Mutulu Shakur, Black Liberation activist, dies only seven months after release from 37 years in prison
New York, July 13 (RHC)-- Longtime political prisoner Mutulu Shakur has died from cancer at the age of 72, just seven months after his release on parole and nearly 37 years in prison. The stepfather of the late hip-hop icon Tupac Shakur was convicted in 1988 of conspiracy in several armed robberies and for aiding the 1979 prison escape of Assata Shakur, who fled to Cuba to escape trumped-up charges.
In the 1970s, Mutulu Shakur was part of the Black nationalist group Republic of New Afrika that worked with the Black Panther Party and Young Lords to start the first acupuncture detoxification program in the U.S. as drugs flooded their communities.
From prison, in an interview granted to the documentary “Dope is Death,” directed by Mia Donovan, Mutulu Shakur said: “People would come to the Bronx, dope fiends, hardened dope victims.
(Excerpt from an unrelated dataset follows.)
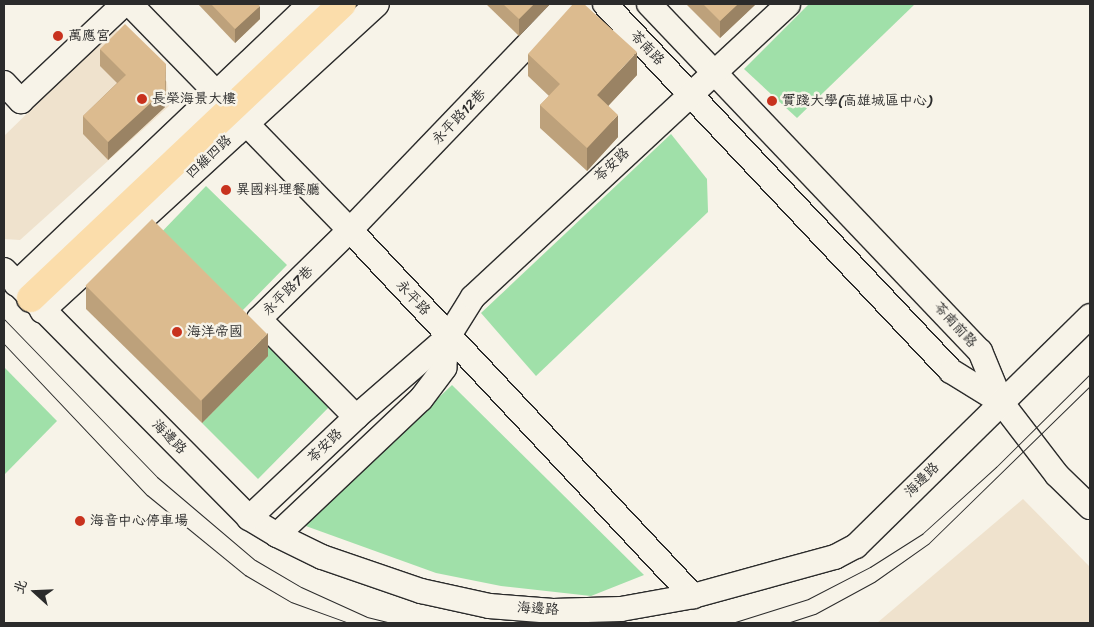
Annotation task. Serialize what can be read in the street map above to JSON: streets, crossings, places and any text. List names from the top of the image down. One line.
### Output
{"streets":{"main road":["四維四路"],"street":["苓南路","永平路12巷","苓安路","永平路7巷","永平路","苓南前路","海邊路"]},"crossings":[["苓南路","苓安路"],["永平路12巷","永平路7巷"],["永平路12巷","永平路"],["四維四路","永平路"],["四維四路","海邊路"],["苓安路","永平路7巷"],["苓安路","永平路"],["苓安路","苓南前路"],["苓安路","海邊路"],["永平路7巷","永平路"],["永平路","海邊路"],["苓南前路","海邊路"]],"places":["萬應宮","長榮海景大樓","實踐大學(高雄城區中心)","異國料理餐廳","海洋帝國","海音中心停車場"],"north":"left"}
We would massage their ears and massage their hands and their legs. And we would stand there with our fingers in their ears or in the different points, and we’d do deep breathing, and they’d fall right out to sleep and just relax. And then the next day they’d be back for that treatment. And we were detoxifying people off of heroin and cocaine and methadone with acupressure, a lot of love, a lot of commitment to it.”
Mutulu Shakur, dead at the age of 72.